Development of a transgenic knock-in coral to study cnidocyte development

Genome editing approaches using CRISPR/Cas9 technology have already been used for loss-of-function analysis in a variety of cnidarians including the sea anemone Nematostella vectensis, the hard coral Acropora millepora, and the hydroids Hydractinia symbiolongicarpus and Clytia hemisphaerica (Cleves et al., 2018; Gahan et al., 2017; Ikmi et al., 2014; Momose et al., 2018). Endogenous tagging of native proteins with fluorescent markers using CRISPR-mediated homology-directed repair (HDR) has further enabled precise tagging of individual proteins and careful analysis of protein activity in vivo in N. vectensis and H. symbiolongicarpus (Ikmi et al., 2014; Paix et al., 2023; Sanders et al., 2018). To date, however, successful gene knock-in in corals has not been reported. To establish a method for CRISPR-mediated gene knock-in in A. poculata, we tested a method that uses PCR-generated micro-homology fragments to induce HDR after CRISPR-Cas9 cleavage (Seleit et al., 2021). The benefit of this method is that knock-in repair templates can be constructed rapidly and inexpensively by PCR, without the need for cloning. To test the efficacy of CRISPR-mediated knock-in, we tagged the cnidocyte-specific marker gene, Minicollagen3 (Mcol3), with the fluorescent protein, mNeonGreen (mNeon). Minicollagens are found only in cnidocytes, making the expression of Mcol3 a specific and robust marker of cnidocyte development (David et al., 2008).

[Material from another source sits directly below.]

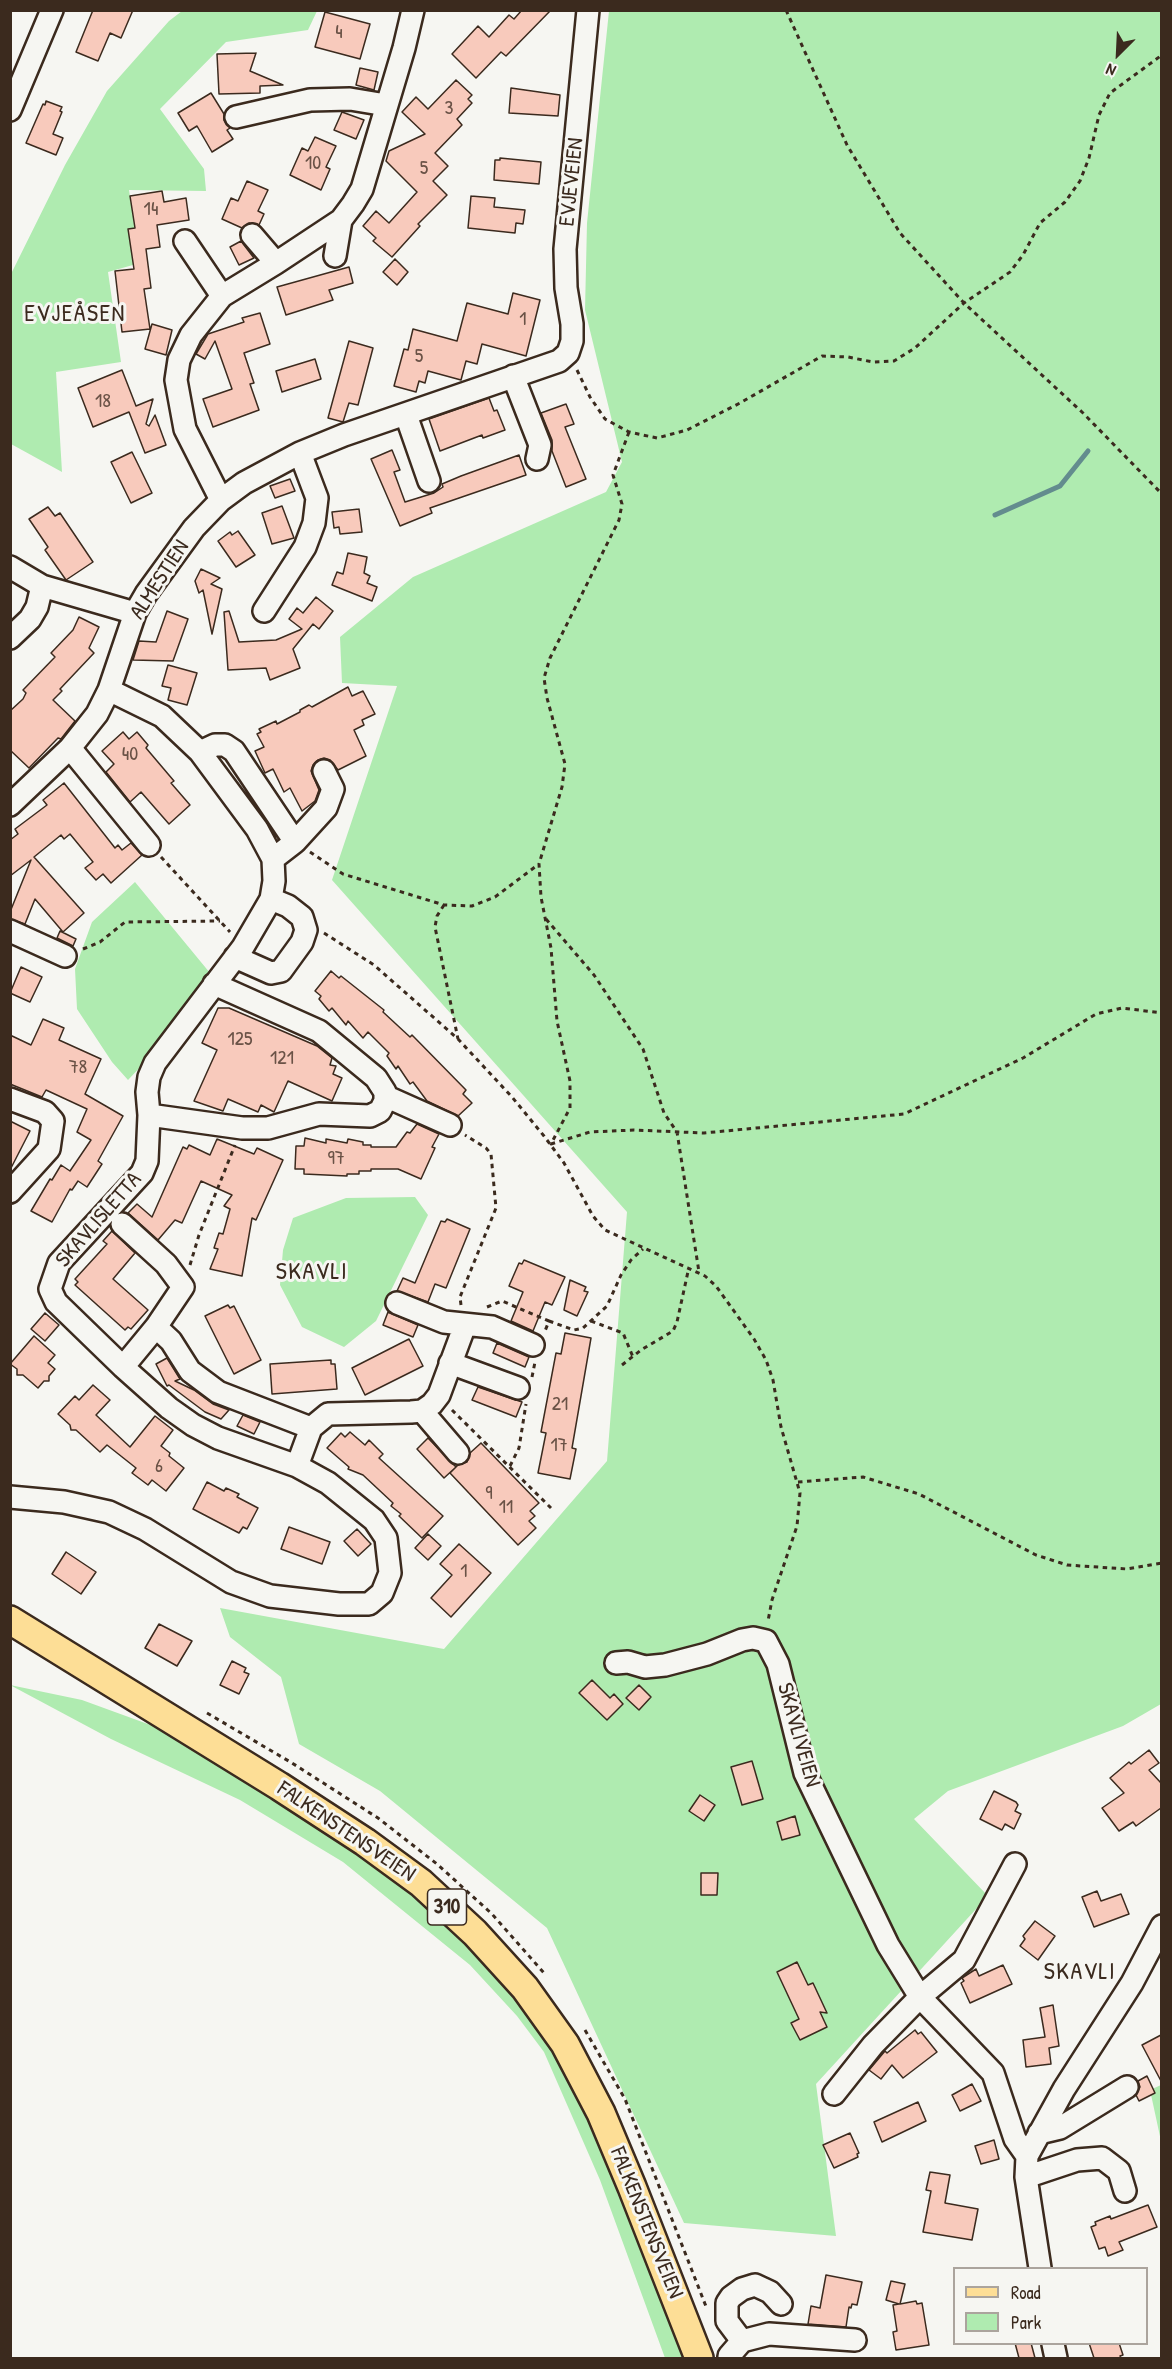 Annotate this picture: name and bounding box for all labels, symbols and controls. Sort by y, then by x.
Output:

We designed two single guide RNAs (sgRNAs) targeting the stop codon of the last exon of Mcol3 and used an HDR repair template to insert the sequence of mNeon downstream of and in frame with Mcol3 (Fig 3A). After injecting this repair template along with the sgRNAs and Cas9 protein, we observed positive fluorescent signal in developing cnidocytes beginning at 36hpf in approximately 10% (8/80) of injected larvae (Fig 3B). Most of the knock-in larvae (7/8) exhibited mosaic expression of Mcol3::mNeon, a common outcome of CRISPR-mediated genome editing likely representing a repair event that occurred at later embryonic stages. We confirmed positive integration using PCR with primers that flank mNeon to discriminate wild type alleles from mutant alleles with gel electrophoresis (Fig 3C). Using in situ hybridization, we confirmed that the knock-in construct recapitulated endogenous expression, showing that Mcol3 is expressed in a salt and pepper pattern in the ectoderm during embryogenesis in A. poculata (Fig 3D), a pattern consistent with the development of cnidocytes in N. vectensis (Zenkert et al., 2011). Mature cnidocytes are visible in the larva at 48 hpf, shortly after the onset of expression of Mcol3 (Fig 3E). Together, these data show that the timing and distribution of fluorescent cells observed in knock-in larvae are consistent with the endogenous expression of Mcol3 mRNA in A. poculata and the appearance of mature cnidocytes in wild type larvae. Cnidocytes are thought to have evolved from a neural-like precursor in the ancestor of cnidarians (Babonis et al., 2022), yet our understanding of the complex regulatory interactions that drive diversification of cnidocyte form and function remains limited (Babonis et al., 2023). The ability to track early cnidocyte development in vivo using endogenously tagged proteins in A. poculata makes this animal a critical model for understanding diversification of this phylum-restricted cell type.

Fig. 3.

Fig. 3.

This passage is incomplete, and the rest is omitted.